2章15.面接と男の娘

 学祭を翌日に控えた金曜日の放課後のこと。

 かねてよりアルバイトを探していた三代は、志乃を見送ってから自宅へと帰ると、次の求人へ面接の連絡を入れることにした。


 ――12月1日に新規オープン予定のミニ水族館の清掃スタッフ募集中!


 これに応募しようと思ったのには、当然だが理由がある。

 適当に選んだわけではない。


 一つ目の理由は、”新規オープン”だという点である。

 これは、人間関係が構築されていないことを示している。

 全員が初対面でイチからのスタートであり、それが三代には大きなメリットに思えたのだ。


 今までぼっちであったこともあり、三代のコミュ力はそこまで高くない。

 その自覚もある。

 だから、人間関係の輪が出来上がっている職場は避けたかったのだ。

 新規オープンは渡りに船の条件である。


 二つ目の理由は、”清掃スタッフ”という点である。

 イザとなれば最低限の会話のみで済み、黙々と仕事を進めることが出来る”清掃”という職種は自分に向いていると考えた。


 こうした色々な理由を加味したうえで、三代は応募を決めた。





 連絡を取って見ると、「お時間があれば今から面接に来て下さい」と伝えられたので、三代は準備を整えて指定された場所へと向かった。


 着いてみると、そこはオープン予定の施設その場所であった。

 建物全体にはシートが被せられており、工事がまだ完全に終わっていないのが分かる。


 入口に『面接の方はこちらへ』と矢印が書かれてあったので、ひとまず表示の通りに進んで行く。

 すると、面接会場と紙が貼ってある部屋の前に辿り着いた。


 部屋の前には幾つも椅子が並べられていたが、人の気配は無くガランとしている。他の面接者は誰もいないらしい。

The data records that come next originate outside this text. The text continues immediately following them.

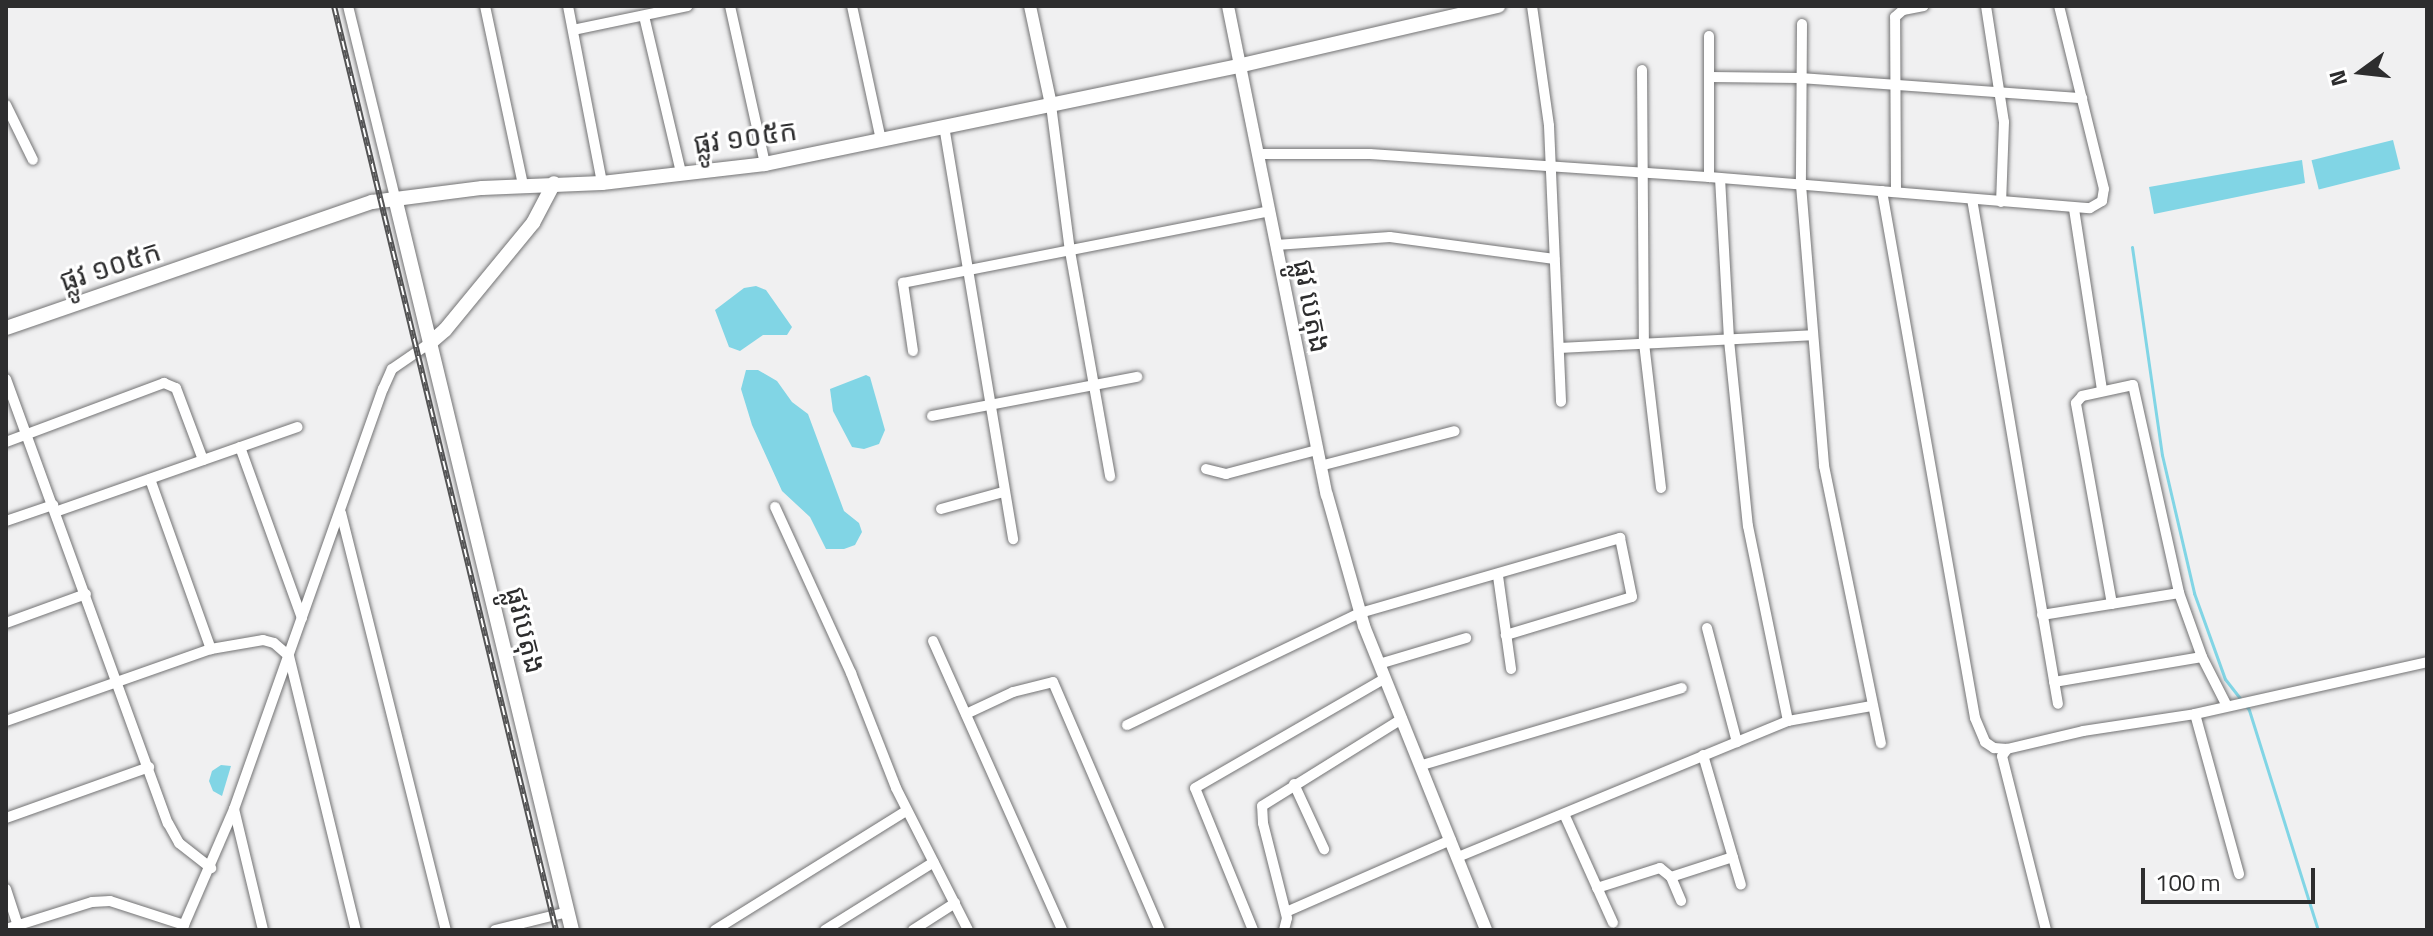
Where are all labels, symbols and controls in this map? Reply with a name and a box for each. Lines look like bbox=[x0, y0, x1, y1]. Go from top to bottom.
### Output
north arrow bbox=[2321, 32, 2401, 112]
text: N bbox=[2319, 66, 2356, 90]
street label: ផ្លូវ ១០៥ក bbox=[691, 113, 799, 161]
street label: ផ្លូវ ១០៥ក bbox=[55, 234, 165, 298]
street label: ផ្លូវ បេតុង bbox=[1286, 256, 1338, 356]
street label: ផ្លូវបេតុង bbox=[499, 583, 553, 677]
scale bar bbox=[2145, 852, 2319, 902]
text: 100 m bbox=[2155, 864, 2221, 900]

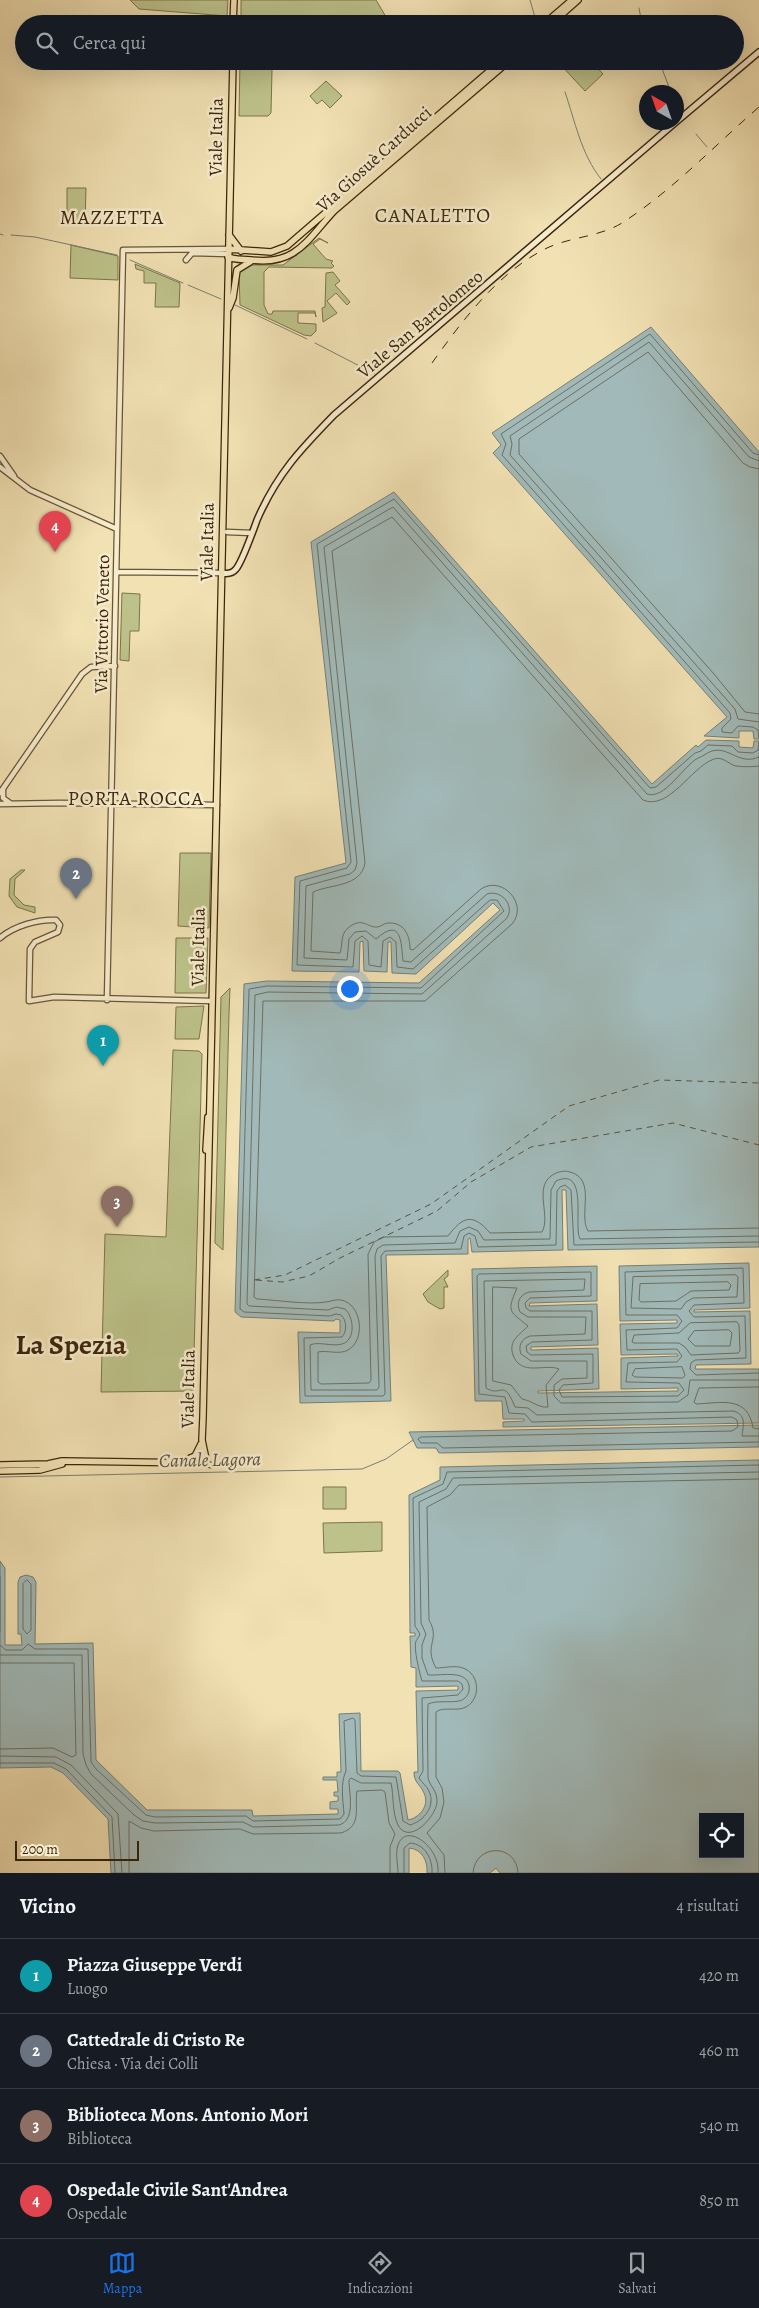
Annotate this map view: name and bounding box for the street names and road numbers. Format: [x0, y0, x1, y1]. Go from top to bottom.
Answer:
street label: Viale Italia [203, 97, 229, 177]
street label: Via Giosuè Carducci [310, 101, 437, 218]
street label: Viale San Bartolomeo [351, 264, 488, 384]
street label: Viale Italia [194, 502, 220, 582]
street label: Via Vittorio Veneto [89, 555, 115, 694]
street label: Viale Italia [185, 907, 211, 987]
street label: Viale Italia [175, 1349, 201, 1429]

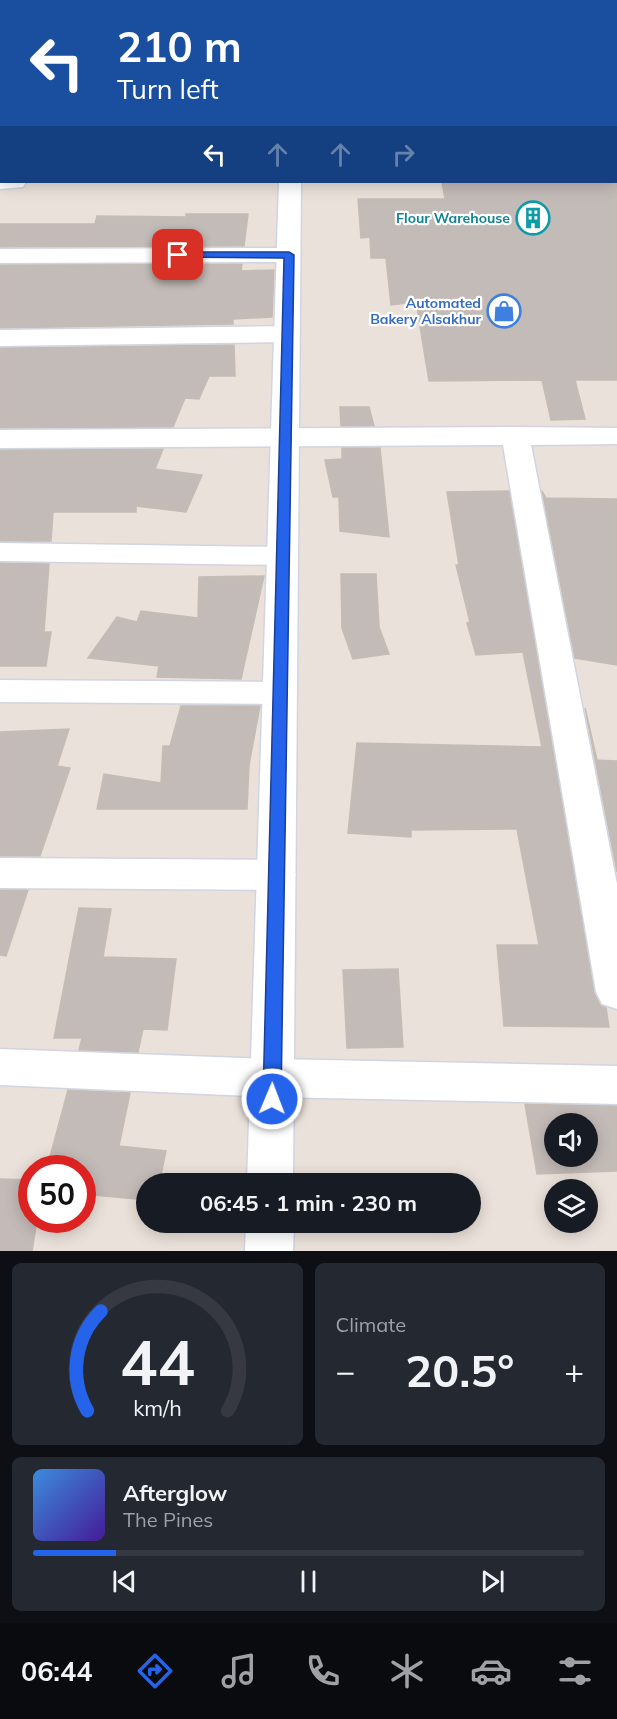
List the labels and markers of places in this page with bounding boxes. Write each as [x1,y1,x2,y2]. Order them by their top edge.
building icon: Flour Warehouse [515,200,551,236]
place label: Flour Warehouse [396,209,510,227]
pin [152,229,203,280]
shop icon: Automated Bakery Alsakhur [486,293,522,329]
place label: Automated Bakery Alsakhur [370,294,481,328]

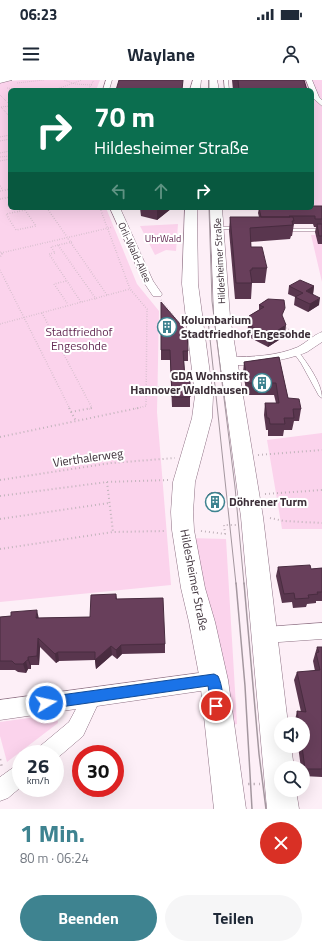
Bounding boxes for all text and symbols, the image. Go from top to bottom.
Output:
text: 06:23 [20,3,57,26]
text: Waylane [127,41,195,68]
icon: menu [20,43,42,65]
icon: person [280,43,302,65]
text: 70 m [94,95,155,138]
icon: right [28,104,80,156]
text: Hildesheimer Straße [94,134,249,161]
icon: left [108,180,130,202]
icon: ahead [150,180,172,202]
icon: right [192,180,214,202]
street label: Hildesheimer Straße [210,218,229,304]
street label: Orli-Wald-Allee [114,220,155,285]
park label: UhrWald [145,231,181,246]
place label: Kolumbarium Stadtfriedhof Engesohde [181,310,311,343]
building icon: Kolumbarium Stadtfriedhof Engesohde [156,316,178,338]
park label: Stadtfriedhof Engesohde [45,322,113,355]
place label: GDA Wohnstift Hannover Waldhausen [130,366,249,399]
building icon: GDA Wohnstift Hannover Waldhausen [251,372,273,394]
street label: Vierthalerweg [52,443,124,472]
building icon: Döhrener Turm [204,491,226,513]
place label: Döhrener Turm [229,492,307,511]
street label: Hildesheimer Straße [175,527,214,632]
position arrow [25,682,67,724]
pin [199,689,233,723]
icon: arrive [205,695,227,717]
map controls [274,717,310,797]
button: sound [274,717,310,753]
speed limit sign: 30 [72,745,124,797]
text: 26 [27,750,49,781]
button: search [274,761,310,797]
text: km/h [27,773,49,788]
text: 1 Min. [20,815,85,851]
button: close [260,822,302,864]
text: 80 m · 06:24 [20,848,89,868]
button: Beenden [20,895,157,941]
button: Teilen [165,895,302,941]

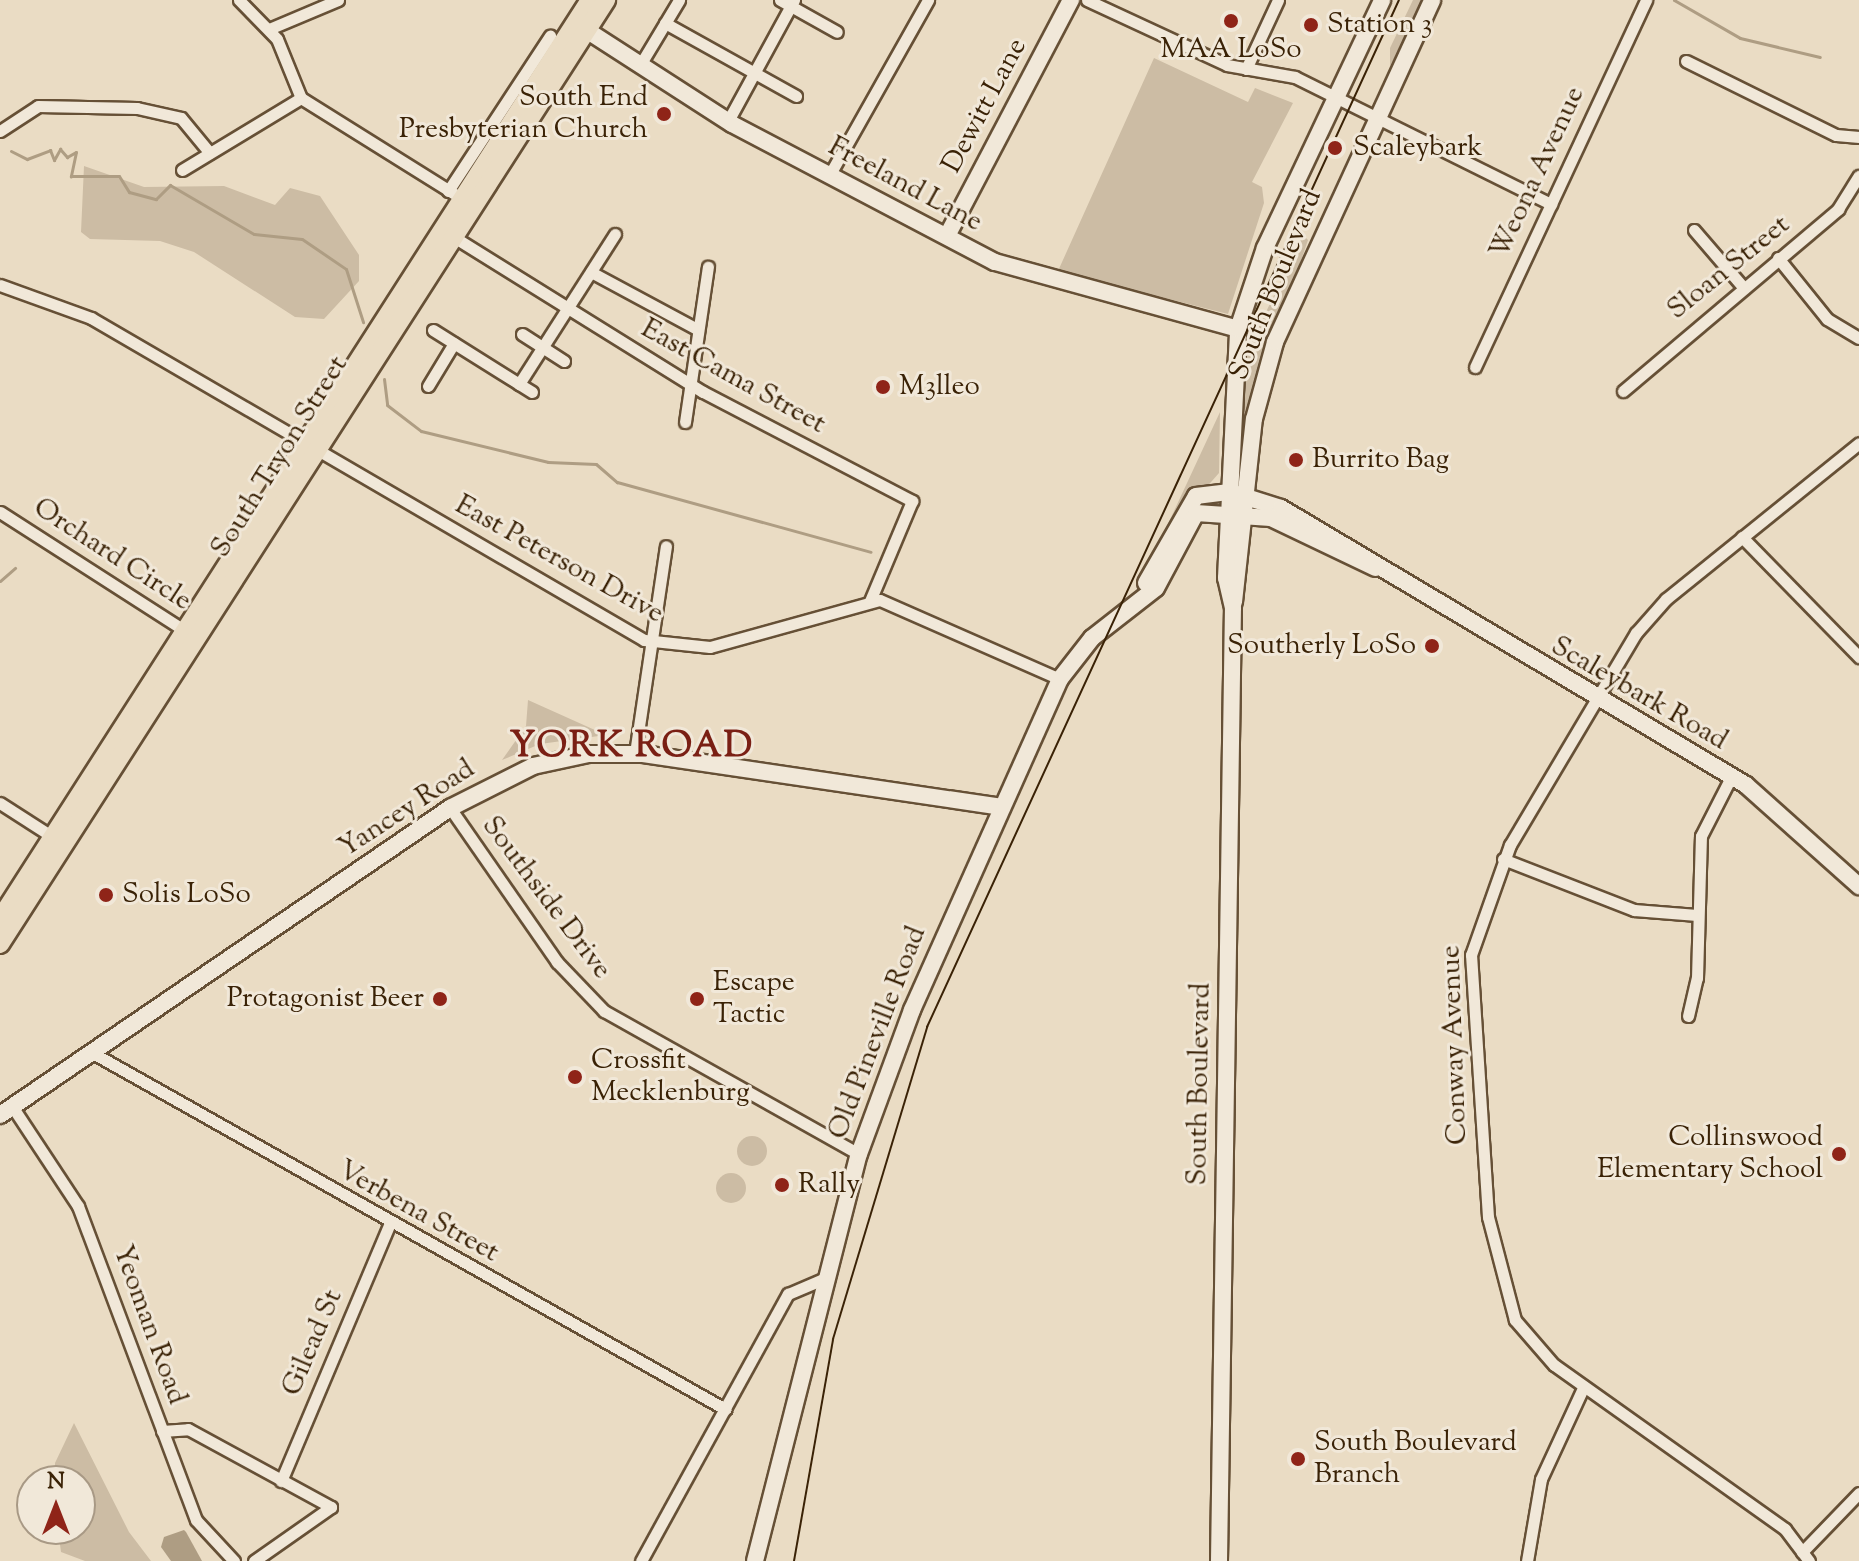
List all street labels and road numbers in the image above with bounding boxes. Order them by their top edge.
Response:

 とりあえず、面接に来たことを伝える為に扉をノックしてみた。

 だが、反応が無かった。


「……面接官がいないのか。まぁ、『今から来て下さい』と言ったのは向こうだ。俺が来ることを知っているんだから、待っていればそのうち来る」


 三代は扉の前にある椅子に座ると、しばし待つことにした。

 20分ほどが経過する。

 そして、三代と同じくらいの歳の女の子が一人やって来た。


 細い体型と手足にぴたりと合うような長袖に、スキニーのジーンズ。髪型はショートカットで、ボーイッシュな感じの子である。


 女の子は周りをきょろきょろと見ていた。

 どうやら、面接官ではなく、三代と同じで面接を受けに来た子のようだ。


「えっと……あの……どうも」


 女の子は三代に気づくと、なんともハスキーで中性的な声で挨拶をして、おずおずと会釈した。

 釣られて三代も会釈を返した。


「こちらこそどうも。……あの、見た感じ、面接を受けに来たんですよね? 実は俺もなんですが、まだ面接官が来てないようで、ここで座って待ってるんです」

「そ、そうなんですね。僕も面接で……その、隣に座っても?」


 ボーイッシュな見た目に合わせているのか、一人称で”僕”を使っているようだ。

 リアル僕っ子など三代は初めて見た。

 本当にいるんだな、とUMAにでも合ったような不思議な気分になる。


「僕……佐伯はじめって言います。高二です」

「奇遇ですね。俺も高二ですよ。藤原三代です」

「高二? 本当に? 同学年って嬉しいなぁ――って、あっ、ご、ごめんなさいため口を聞いてしまって……」

「別に気にしてないというか……同学年ならお互いため口でも別に」

「う、うん! よろしくね藤原くん」


 はじめは屈託も無く嬉しそうに笑った。

 そして、こう続けた。


「でも良かった。一番最初に会った人が同性で。僕は異性が苦手で……」

「……へ? いまなんて?」

「え? その、えっと、一番最初に会ったのが同性で良かったなって」


 三代は顔を思い切り背けると、手で口を押さえて目を大きく見開く。

 まさか男だなんて思ってもいなかった。